===== DATA FOR PROCESSING =====

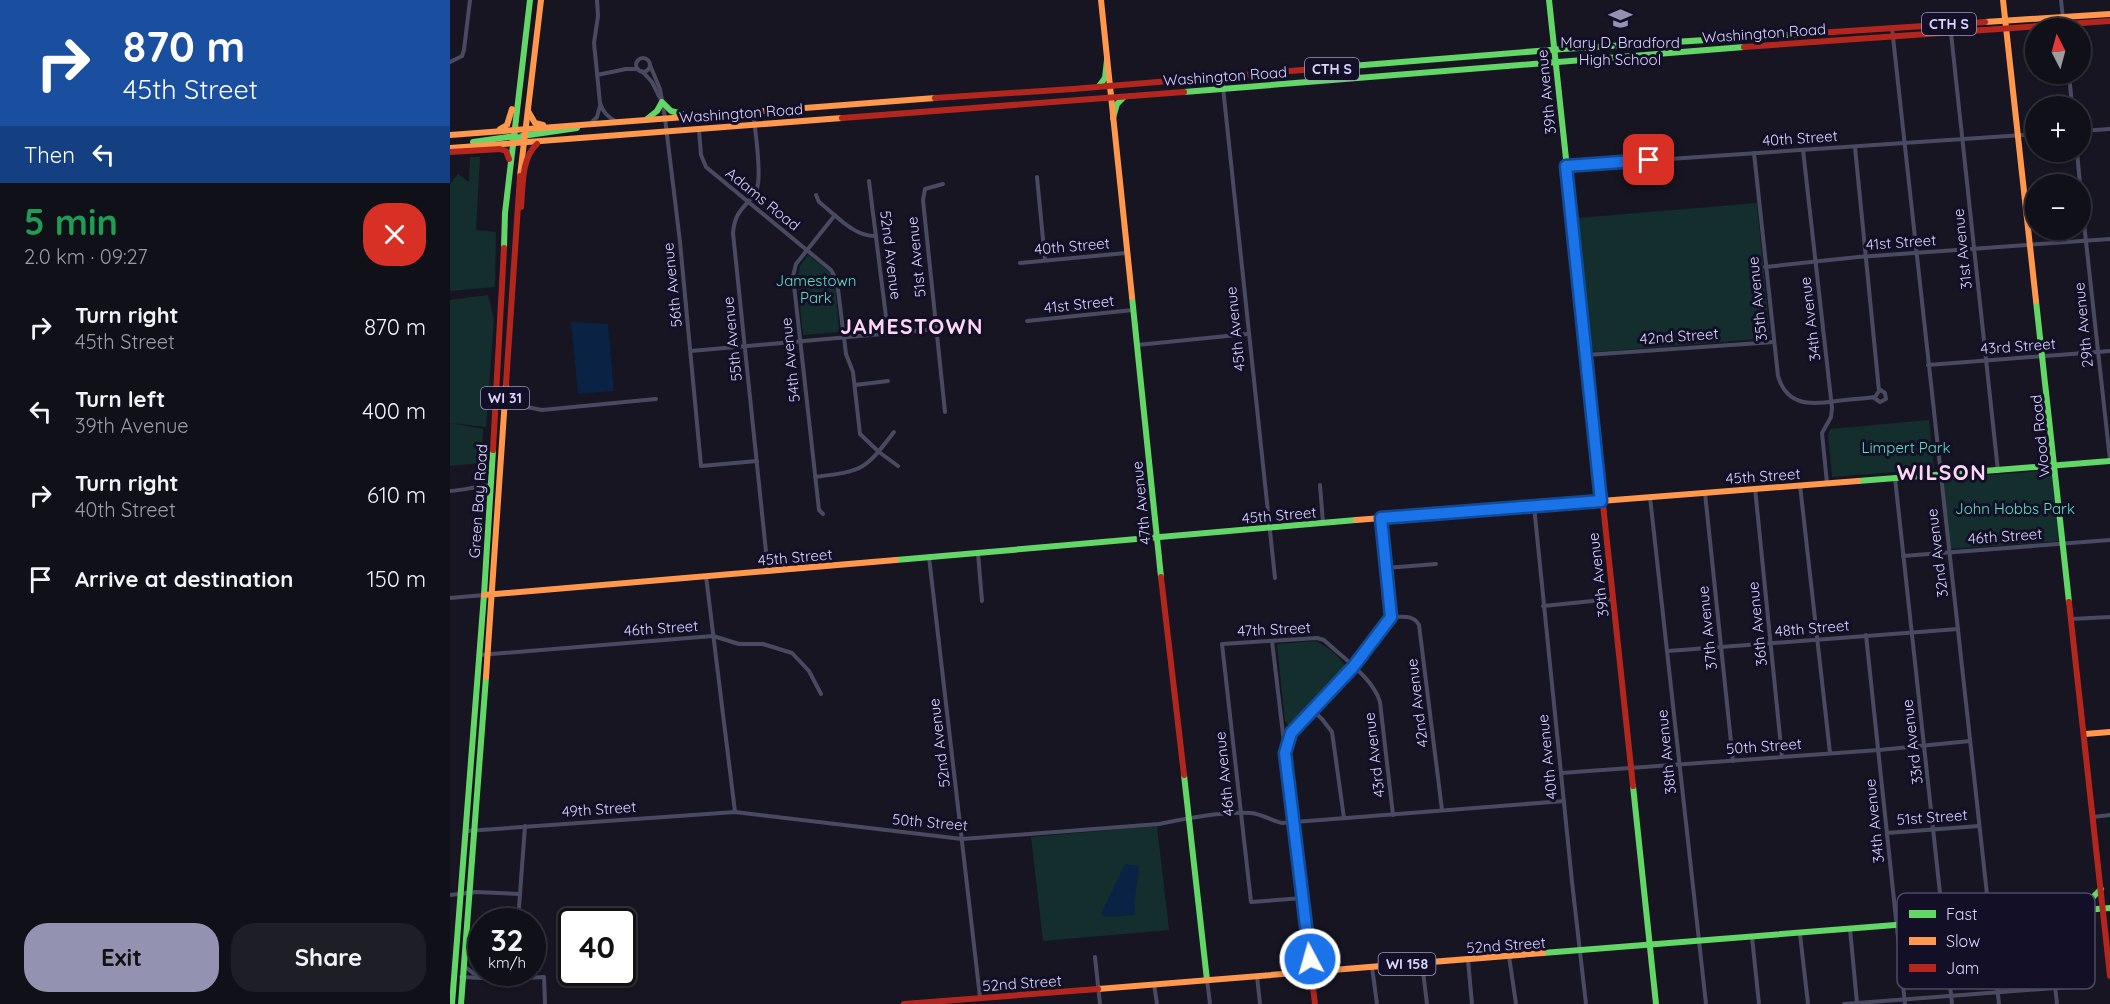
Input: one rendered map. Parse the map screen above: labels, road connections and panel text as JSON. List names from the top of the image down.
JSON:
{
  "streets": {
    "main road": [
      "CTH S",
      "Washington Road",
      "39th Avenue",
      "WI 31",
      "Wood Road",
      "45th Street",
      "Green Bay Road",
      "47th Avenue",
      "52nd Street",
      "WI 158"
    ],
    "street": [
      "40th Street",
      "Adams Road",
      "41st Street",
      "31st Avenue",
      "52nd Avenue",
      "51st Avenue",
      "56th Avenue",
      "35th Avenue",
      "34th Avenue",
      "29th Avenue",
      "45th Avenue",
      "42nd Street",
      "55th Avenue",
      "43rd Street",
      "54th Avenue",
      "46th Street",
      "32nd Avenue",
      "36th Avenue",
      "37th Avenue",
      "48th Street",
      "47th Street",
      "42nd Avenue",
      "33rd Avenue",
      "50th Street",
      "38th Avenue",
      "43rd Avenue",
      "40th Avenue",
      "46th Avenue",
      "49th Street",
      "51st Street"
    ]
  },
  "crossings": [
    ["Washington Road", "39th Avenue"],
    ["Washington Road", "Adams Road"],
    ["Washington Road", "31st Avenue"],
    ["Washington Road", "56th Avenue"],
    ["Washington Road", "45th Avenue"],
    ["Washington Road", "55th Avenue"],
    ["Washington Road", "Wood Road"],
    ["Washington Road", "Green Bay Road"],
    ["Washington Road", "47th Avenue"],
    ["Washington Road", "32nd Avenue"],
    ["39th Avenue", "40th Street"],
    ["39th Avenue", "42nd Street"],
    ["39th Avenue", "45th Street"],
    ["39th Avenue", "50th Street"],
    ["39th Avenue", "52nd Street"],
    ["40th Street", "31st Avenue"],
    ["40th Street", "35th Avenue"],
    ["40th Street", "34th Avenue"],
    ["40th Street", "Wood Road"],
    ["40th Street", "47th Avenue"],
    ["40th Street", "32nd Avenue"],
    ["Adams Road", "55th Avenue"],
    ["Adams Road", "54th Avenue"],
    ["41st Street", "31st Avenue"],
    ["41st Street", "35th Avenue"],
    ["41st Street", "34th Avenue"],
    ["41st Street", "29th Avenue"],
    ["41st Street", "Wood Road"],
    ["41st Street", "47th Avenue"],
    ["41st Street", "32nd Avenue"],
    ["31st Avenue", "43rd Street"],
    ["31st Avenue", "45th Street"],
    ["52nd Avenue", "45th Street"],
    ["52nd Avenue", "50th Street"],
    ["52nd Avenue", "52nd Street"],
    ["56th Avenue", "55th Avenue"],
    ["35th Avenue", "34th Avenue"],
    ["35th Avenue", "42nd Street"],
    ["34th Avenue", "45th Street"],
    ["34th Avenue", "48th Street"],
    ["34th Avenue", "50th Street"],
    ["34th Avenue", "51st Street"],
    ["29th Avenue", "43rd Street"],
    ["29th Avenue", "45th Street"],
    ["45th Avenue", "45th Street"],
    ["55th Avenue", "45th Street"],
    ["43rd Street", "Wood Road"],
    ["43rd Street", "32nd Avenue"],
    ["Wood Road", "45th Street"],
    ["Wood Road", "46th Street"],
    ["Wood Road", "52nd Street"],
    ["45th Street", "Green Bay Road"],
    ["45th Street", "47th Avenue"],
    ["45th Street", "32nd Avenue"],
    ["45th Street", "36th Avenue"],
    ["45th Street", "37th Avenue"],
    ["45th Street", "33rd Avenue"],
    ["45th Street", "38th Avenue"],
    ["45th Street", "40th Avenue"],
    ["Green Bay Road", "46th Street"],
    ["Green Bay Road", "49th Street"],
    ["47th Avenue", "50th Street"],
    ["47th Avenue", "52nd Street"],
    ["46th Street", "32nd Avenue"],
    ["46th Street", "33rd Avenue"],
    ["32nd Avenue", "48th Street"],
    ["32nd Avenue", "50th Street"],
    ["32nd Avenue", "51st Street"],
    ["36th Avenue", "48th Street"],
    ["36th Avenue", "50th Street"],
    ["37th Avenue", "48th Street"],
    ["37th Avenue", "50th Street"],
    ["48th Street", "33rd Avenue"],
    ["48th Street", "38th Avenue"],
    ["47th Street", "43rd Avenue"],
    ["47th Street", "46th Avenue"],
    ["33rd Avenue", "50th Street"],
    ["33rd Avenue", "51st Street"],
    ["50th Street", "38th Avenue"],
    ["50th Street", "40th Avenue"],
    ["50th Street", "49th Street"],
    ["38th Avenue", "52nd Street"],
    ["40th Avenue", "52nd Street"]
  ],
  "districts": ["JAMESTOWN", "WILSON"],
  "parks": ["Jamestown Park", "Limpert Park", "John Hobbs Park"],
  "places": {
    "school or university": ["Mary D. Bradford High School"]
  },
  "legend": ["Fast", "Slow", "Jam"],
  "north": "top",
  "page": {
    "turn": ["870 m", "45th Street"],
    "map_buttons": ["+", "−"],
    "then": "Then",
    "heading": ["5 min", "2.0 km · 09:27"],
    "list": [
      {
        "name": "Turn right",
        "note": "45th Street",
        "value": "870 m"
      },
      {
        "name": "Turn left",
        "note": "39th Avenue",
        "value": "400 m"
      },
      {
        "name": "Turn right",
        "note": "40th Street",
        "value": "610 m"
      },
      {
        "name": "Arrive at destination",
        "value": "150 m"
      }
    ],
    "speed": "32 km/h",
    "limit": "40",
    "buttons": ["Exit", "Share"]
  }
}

=====

§ TASK STATEMENT:
Transcribe the complete set of entries verbatim. No pictures belong in the copy.

§ OUTPUT FOR THIS TASK:
Input: one rendered map. Parse the map screen above: labels, road connections and panel text as JSON. List names from the top of the image down.
JSON:
{
  "streets": {
    "main road": [
      "CTH S",
      "Washington Road",
      "39th Avenue",
      "WI 31",
      "Wood Road",
      "45th Street",
      "Green Bay Road",
      "47th Avenue",
      "52nd Street",
      "WI 158"
    ],
    "street": [
      "40th Street",
      "Adams Road",
      "41st Street",
      "31st Avenue",
      "52nd Avenue",
      "51st Avenue",
      "56th Avenue",
      "35th Avenue",
      "34th Avenue",
      "29th Avenue",
      "45th Avenue",
      "42nd Street",
      "55th Avenue",
      "43rd Street",
      "54th Avenue",
      "46th Street",
      "32nd Avenue",
      "36th Avenue",
      "37th Avenue",
      "48th Street",
      "47th Street",
      "42nd Avenue",
      "33rd Avenue",
      "50th Street",
      "38th Avenue",
      "43rd Avenue",
      "40th Avenue",
      "46th Avenue",
      "49th Street",
      "51st Street"
    ]
  },
  "crossings": [
    ["Washington Road", "39th Avenue"],
    ["Washington Road", "Adams Road"],
    ["Washington Road", "31st Avenue"],
    ["Washington Road", "56th Avenue"],
    ["Washington Road", "45th Avenue"],
    ["Washington Road", "55th Avenue"],
    ["Washington Road", "Wood Road"],
    ["Washington Road", "Green Bay Road"],
    ["Washington Road", "47th Avenue"],
    ["Washington Road", "32nd Avenue"],
    ["39th Avenue", "40th Street"],
    ["39th Avenue", "42nd Street"],
    ["39th Avenue", "45th Street"],
    ["39th Avenue", "50th Street"],
    ["39th Avenue", "52nd Street"],
    ["40th Street", "31st Avenue"],
    ["40th Street", "35th Avenue"],
    ["40th Street", "34th Avenue"],
    ["40th Street", "Wood Road"],
    ["40th Street", "47th Avenue"],
    ["40th Street", "32nd Avenue"],
    ["Adams Road", "55th Avenue"],
    ["Adams Road", "54th Avenue"],
    ["41st Street", "31st Avenue"],
    ["41st Street", "35th Avenue"],
    ["41st Street", "34th Avenue"],
    ["41st Street", "29th Avenue"],
    ["41st Street", "Wood Road"],
    ["41st Street", "47th Avenue"],
    ["41st Street", "32nd Avenue"],
    ["31st Avenue", "43rd Street"],
    ["31st Avenue", "45th Street"],
    ["52nd Avenue", "45th Street"],
    ["52nd Avenue", "50th Street"],
    ["52nd Avenue", "52nd Street"],
    ["56th Avenue", "55th Avenue"],
    ["35th Avenue", "34th Avenue"],
    ["35th Avenue", "42nd Street"],
    ["34th Avenue", "45th Street"],
    ["34th Avenue", "48th Street"],
    ["34th Avenue", "50th Street"],
    ["34th Avenue", "51st Street"],
    ["29th Avenue", "43rd Street"],
    ["29th Avenue", "45th Street"],
    ["45th Avenue", "45th Street"],
    ["55th Avenue", "45th Street"],
    ["43rd Street", "Wood Road"],
    ["43rd Street", "32nd Avenue"],
    ["Wood Road", "45th Street"],
    ["Wood Road", "46th Street"],
    ["Wood Road", "52nd Street"],
    ["45th Street", "Green Bay Road"],
    ["45th Street", "47th Avenue"],
    ["45th Street", "32nd Avenue"],
    ["45th Street", "36th Avenue"],
    ["45th Street", "37th Avenue"],
    ["45th Street", "33rd Avenue"],
    ["45th Street", "38th Avenue"],
    ["45th Street", "40th Avenue"],
    ["Green Bay Road", "46th Street"],
    ["Green Bay Road", "49th Street"],
    ["47th Avenue", "50th Street"],
    ["47th Avenue", "52nd Street"],
    ["46th Street", "32nd Avenue"],
    ["46th Street", "33rd Avenue"],
    ["32nd Avenue", "48th Street"],
    ["32nd Avenue", "50th Street"],
    ["32nd Avenue", "51st Street"],
    ["36th Avenue", "48th Street"],
    ["36th Avenue", "50th Street"],
    ["37th Avenue", "48th Street"],
    ["37th Avenue", "50th Street"],
    ["48th Street", "33rd Avenue"],
    ["48th Street", "38th Avenue"],
    ["47th Street", "43rd Avenue"],
    ["47th Street", "46th Avenue"],
    ["33rd Avenue", "50th Street"],
    ["33rd Avenue", "51st Street"],
    ["50th Street", "38th Avenue"],
    ["50th Street", "40th Avenue"],
    ["50th Street", "49th Street"],
    ["38th Avenue", "52nd Street"],
    ["40th Avenue", "52nd Street"]
  ],
  "districts": ["JAMESTOWN", "WILSON"],
  "parks": ["Jamestown Park", "Limpert Park", "John Hobbs Park"],
  "places": {
    "school or university": ["Mary D. Bradford High School"]
  },
  "legend": ["Fast", "Slow", "Jam"],
  "north": "top",
  "page": {
    "turn": ["870 m", "45th Street"],
    "map_buttons": ["+", "−"],
    "then": "Then",
    "heading": ["5 min", "2.0 km · 09:27"],
    "list": [
      {
        "name": "Turn right",
        "note": "45th Street",
        "value": "870 m"
      },
      {
        "name": "Turn left",
        "note": "39th Avenue",
        "value": "400 m"
      },
      {
        "name": "Turn right",
        "note": "40th Street",
        "value": "610 m"
      },
      {
        "name": "Arrive at destination",
        "value": "150 m"
      }
    ],
    "speed": "32 km/h",
    "limit": "40",
    "buttons": ["Exit", "Share"]
  }
}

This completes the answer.